LAS VEGAS, Nev. -- In a whirlwind half-day visit to Sin City, Mitt Romney is enlisting a powerful new financial backer, rallying the troops with the state's governor and is set to collect millions at a high-dollar fundraiser with the ever-controversial Donald Trump, all before the sun sets in the desert tonight.

No sooner had Romney's campaign parked the chartered 737 plane (right next to Donald Trump's black and gold emblazoned jet), the candidate was off to meet with billionaire casino magnate Sheldon Adelson, who almost singlehandedly kept Newt Gingrich's campaign afloat with millions of dollars in donations to Gingrich's super PAC, but signaled months ago he would support the Republican nominee.

Aides said the meeting lasted nearly an hour at the Venetian Las Vegas Casino, Hotel and Resort, but there was no word of a formal endorsement or gift to the pro-Romney super PAC.

Romney next visted a Somers Furniture warehouse, but not for a new ottoman.

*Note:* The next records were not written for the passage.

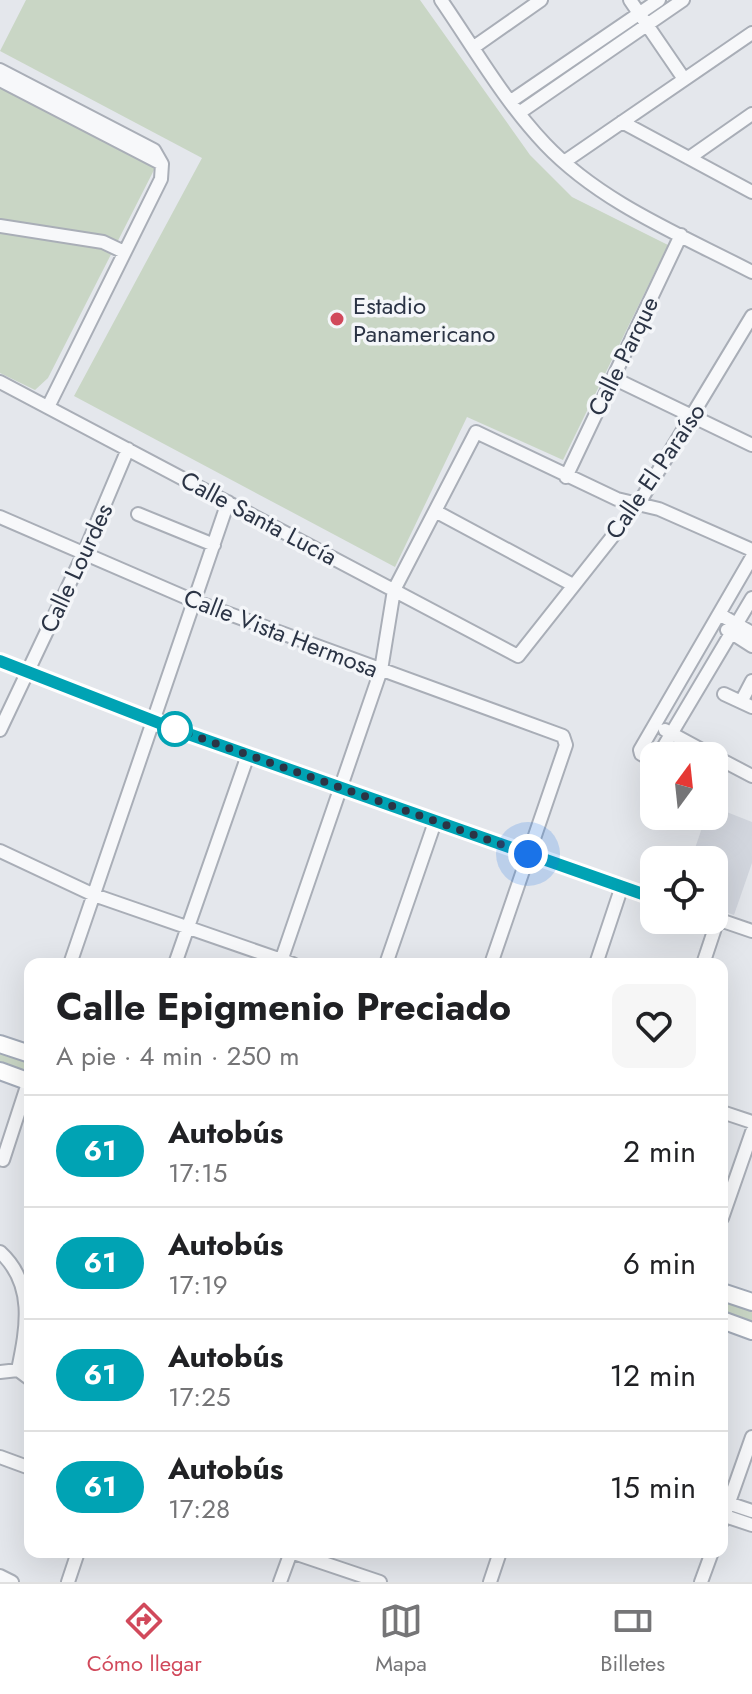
<!DOCTYPE html>
<html lang="es">
<head>
<meta charset="utf-8">
<style>
  :root { --surface:#fff; --page:#f6f6f6; --text:#202124; --muted:#757577; --line:#e0e0e0; --accent:#d1495b }
  body { margin:0; font-family:Jost,sans-serif; background:var(--page); color:var(--text); height:100vh; display:flex; flex-direction:column; font-size:30px; white-space:nowrap }
  * { box-sizing:border-box; margin:0 }
  p { font-size:26px; color:var(--muted) }
  .icon { flex:none; width:44px; height:44px; fill:none; stroke:currentColor; stroke-width:2; stroke-linecap:round; stroke-linejoin:round }
  .map { position:relative; flex:1; overflow:hidden }
  .details { position:absolute; left:24px; top:958px; width:704px; height:600px; display:flex; flex-direction:column; background:var(--surface); border-radius:16px; box-shadow:0 8px 32px #0002 }
  .details>* { flex:none }
  .badge { padding:0 16px; border-radius:26px; font-size:28px; line-height:52px }
  .needle { width:52px; rotate:15deg }
  .controls { position:absolute; left:640px; top:742px; display:grid; gap:16px }
  .controls a { display:grid; place-items:center; width:88px; height:88px; border-radius:16px; background:var(--surface); box-shadow:0 8px 32px #0002; font-size:40px }
  .you { position:absolute; width:40px; height:40px; margin:-20px; border:6px solid #fff; border-radius:50%; background:#1a73e8; box-shadow:0 0 0 12px #1a73e833 }
  .map>.badge { position:absolute; translate:-50% -50%; box-shadow:0 0 0 4px #fff }
  .round { display:grid; place-items:center; flex:none; width:84px; height:84px; border-radius:16px; background:var(--page) }
  .head { display:flex; align-items:center; justify-content:space-between; height:136px; padding:0 32px }
  h1 { font-size:38px; font-weight:700; line-height:60px }
  ul { padding:0; list-style:none }
  li { display:flex; align-items:center; gap:24px; height:112px; padding:0 32px; border-top:2px solid var(--line) }
  li div { flex:1 }
  li b { display:block; font-size:30px }
  li em { font-style:normal }
  li .badge { min-width:88px; font-weight:700; text-align:center }
  .dock { display:flex; justify-content:space-around; align-items:center; height:112px; border-top:2px solid var(--line); background:var(--surface); font-size:22px; color:var(--muted) }
  .dock a { display:grid; justify-items:center; gap:4px }
  .dock .active { color:var(--accent) }
  .map>svg:first-child { display:block }
  .built { fill:#d2d6de }
  .green { fill:#c9d6c5 }
  .lines { fill:none; stroke-linecap:round; stroke-linejoin:round }
  .minor-casing { stroke:#a9aeb7; stroke-width:16 }
  .major-casing { stroke:#a3abb8; stroke-width:20 }
  .minor { stroke:#f7f8fa; stroke-width:12 }
  .major { stroke:#fff; stroke-width:16 }
  .line-casing { stroke:#fff; stroke-width:18 }
  .line { stroke:#00a3b4; stroke-width:12 }
  .walk { stroke:#2b3445; stroke-width:8; stroke-dasharray:0 14.4 }
  .poi-dot { fill:#d1495b; stroke:#f4f6f9; stroke-width:3 }
  .stop-dot { fill:#fff; stroke:#00a3b4; stroke-width:4 }
  .labels { text-anchor:middle; dominant-baseline:central; stroke-width:7; stroke-linejoin:round; paint-order:stroke }
  .poi-label { font-size:24px; fill:#2b3445; stroke:#f4f6f9; text-anchor:start }
  .street-label { font-size:24px; fill:#2b3445; stroke:#f4f6f9 }
</style>
</head>
<body>
<div class="map">
<svg width="752" height="1582" viewBox="0 0 752 1582">
  <rect width="100%" height="100%" fill="#e4e7ec"/>
  <path class="built" d="M714,807L752,822V863L734,915L714,908V860H691L706,816H714Z"/>
  <path class="green" d="M26,0H420L530,155L572,197L668,245L563,460L467,417L395,567L74,396L202,158L0,51Z
    M0,82L155,161L154,170L48,378L35,390L0,373Z
    M0,1049L30,1061L22,1078L0,1071Z
    M722,1298L752,1308V1330L722,1320Z"/>
  <g class="lines">
    <g class="minor-casing">
      <path id="minor" d="M441,0C474,48 505,102 545,144C601,203 681,235 752,272
        M630,0L684,79
        M474,47L541,0
        M0,70L154,150L162,164L161,179L48,407
        M0,80L162,164
        M511,101L659,0
        M519,113L683,0
        M622,122L752,192
        M689,158L752,114
        M564,162L752,33
        M0,226L103,242L124,252
        M613,378L752,445
        M0,382L518,656L639,503L752,316
        M566,477L681,235
        M435,511L573,585
        M138,514L214,545
        M0,517L194,601L563,736L566,745L491,964
        M719,614L752,633
        M727,630L752,646
        M0,661L153,721L654,898
        M724,694L752,707
        M741,702L752,681
        M0,730L84,553L128,449
        M665,730L713,756
        M658,756L752,598
        M714,756L752,776
        M654,761L641,754L640,750L752,557
        M0,851L94,895L293,964
        M714,918L752,931
        M70,964L228,502
        M175,964L248,755
        M280,964L381,670L394,590L476,432L617,499L659,509L752,550
        M386,964L435,822
        M596,964L621,889
        M703,964L718,919
        M722,1112L752,1122
        M3,1160L30,1077
        M722,1218L752,1132
        M0,1252C35,1284 27,1327 18,1370
        M0,1372L18,1370L30,1379
        M0,1457L30,1468
        M725,1502L752,1511
        M722,1515L752,1525
        M722,1522L752,1437
        M291,1552L380,1582
        M0,1576L12,1582
        M68,1582L78,1552
        M280,1582L291,1552
        M490,1582L500,1552
        M701,1582L712,1552"/>
    </g>
    <g class="major-casing">
      <path id="major" d="M0,1044L30,1054
        M0,1071L30,1082
        M722,1292L752,1302
        M722,1320L752,1331"/>
    </g>
    <use href="#minor" class="minor"/>
    <use href="#major" class="major"/>
  </g>
  <g class="lines">
    <g class="line-casing">
      <path id="line" d="M0,661L177,730L654,898"/>
    </g>
    <use href="#line" class="line"/>
    <path class="walk" d="M175,729L528,854"/>
  </g>
  <circle class="poi-dot" cx="337" cy="319" r="8"/>
  <circle class="stop-dot" cx="175" cy="729" r="16"/>
  <g class="labels">
    <g class="poi-label">
      <text x="353" y="305">Estadio<tspan x="353" dy="28">Panamericano</tspan></text>
    </g>
    <g class="street-label">
      <text transform="translate(623 356) rotate(-64)">Calle Parque</text>
      <text transform="translate(655 471) rotate(-56)">Calle El Paraíso</text>
      <text transform="translate(259 518) rotate(28)">Calle Santa Lucía</text>
      <text transform="translate(76 568) rotate(-65)">Calle Lourdes</text>
      <text transform="translate(281 633) rotate(21)">Calle Vista Hermosa</text>
    </g>
  </g>
</svg>
<div class="controls">
<a><svg class="needle" viewBox="-14 -14 28 28"><path d="M0-13l5 13h-10z" fill="#e53935"/><path d="M0 13l5-13h-10z" fill="#757577"/></svg></a>
<a><svg class="icon" aria-label="locate" viewBox="0 0 24 24"><circle cx="12" cy="12" r="6"/><path d="M12 2v4M12 18v4M2 12h4M18 12h4"/></svg></a>
</div>
<div class="you" style="left:528px;top:854px"></div>
<section class="details">
<div class="head"><div><h1>Calle Epigmenio Preciado</h1><p>A pie · 4 min · 250 m</p></div><a class="round"><svg class="icon" aria-label="heart" viewBox="0 0 24 24"><path d="M12 20l-8-8c-3-5 5-10 8-4 3-6 11-1 8 4z"/></svg></a></div>
<ul>
<li><span class="badge" style="background:#00a3b4;color:#fff">61</span><div><b>Autobús</b><p>17:15</p></div><em>2 min</em></li>
<li><span class="badge" style="background:#00a3b4;color:#fff">61</span><div><b>Autobús</b><p>17:19</p></div><em>6 min</em></li>
<li><span class="badge" style="background:#00a3b4;color:#fff">61</span><div><b>Autobús</b><p>17:25</p></div><em>12 min</em></li>
<li><span class="badge" style="background:#00a3b4;color:#fff">61</span><div><b>Autobús</b><p>17:28</p></div><em>15 min</em></li>
</ul>
</section>
</div>
<nav class="dock">
<a class="active"><svg class="icon" aria-label="directions" viewBox="0 0 24 24"><path d="M12 3l9 9-9 9-9-9zM9 14v-3h6M13 9l2 2-2 2"/></svg>Cómo llegar</a>
<a><svg class="icon" aria-label="map" viewBox="0 0 24 24"><path d="M3 6l6-2 6 2 6-2v14l-6 2-6-2-6 2zM9 4v14M15 6v14"/></svg>Mapa</a>
<a><svg class="icon" aria-label="tickets" viewBox="0 0 24 24"><path d="M3 7h18v10H3zM15 7v10"/></svg>Billetes</a>
</nav>
</body>
</html>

The former Massachusetts governor campaigned for the first time with Nevada Governor Brian Sandoval, a rising star in the Republican party who originally backed Texas Governor Rick Perry early in the primary campaign.

Romney took aim at President Barack Obama's 2009 comments not to "blow a bunch of cash in Vegas," by pledging his love for the city, which helped deliver a major caucus win for the all-but-certain Republican nominee back in February.

"I'm counting on you guys to go out and make sure that you elect a president who tells people to come to Las Vegas, not to stay away from Las Vegas. Who gets us on the track to have a strong and vibrant economy again," Romney said.

As Romney continued to attack the president as "hostile" to business, he veered into new territory, passing along the story of a restaurant owner he met with in a closed-door roundtable who suggested adding a new provision to the constitutional requirements of the presidency: time in business.

"I’d like to have a provision in the Constitution that in addition to the age of the president and the citizenship of the president and the birthplace of the president being set by the Constitution, I’d like it also to say that the president has to spend at least three years working in business before he could become President of the United States," Romney quoted the restauranteur as saying. "You see then he or she would understand that the policies they’re putting in place have to encourage small business, make it easier for business to grow."

And perhaps no man is more embroiled over the constitutional requirements of the presidency than Romney's host at his final Vegas event of the day, Donald Trump, who today doubled-down on his controversial beliefs that President Obama's birth certificate may be fraudulent, telling CNN that "a lot of people don't agree with that birth certificate," a charge host Wolf Blitzer labeled "ridiculous."

Trump hosted the fundraiser for Romney tonight at the Trump International Hotel just off the Las Vegas strip with a top asking price of $50,000. Trump spokesman Michael Cohen said the event tonight could raise "millions" for Romney campaign's victory fund.

Among the guests was Newt Gingrich who said, “We believe this is an American-born, job-killing president.”

Answering a question about Trump, he continued: “Others believe he was born elsewhere and kills jobs. But Obama is a jobs-killing president. He was born in Hawaii. That doesn’t affect that he is killing jobs.”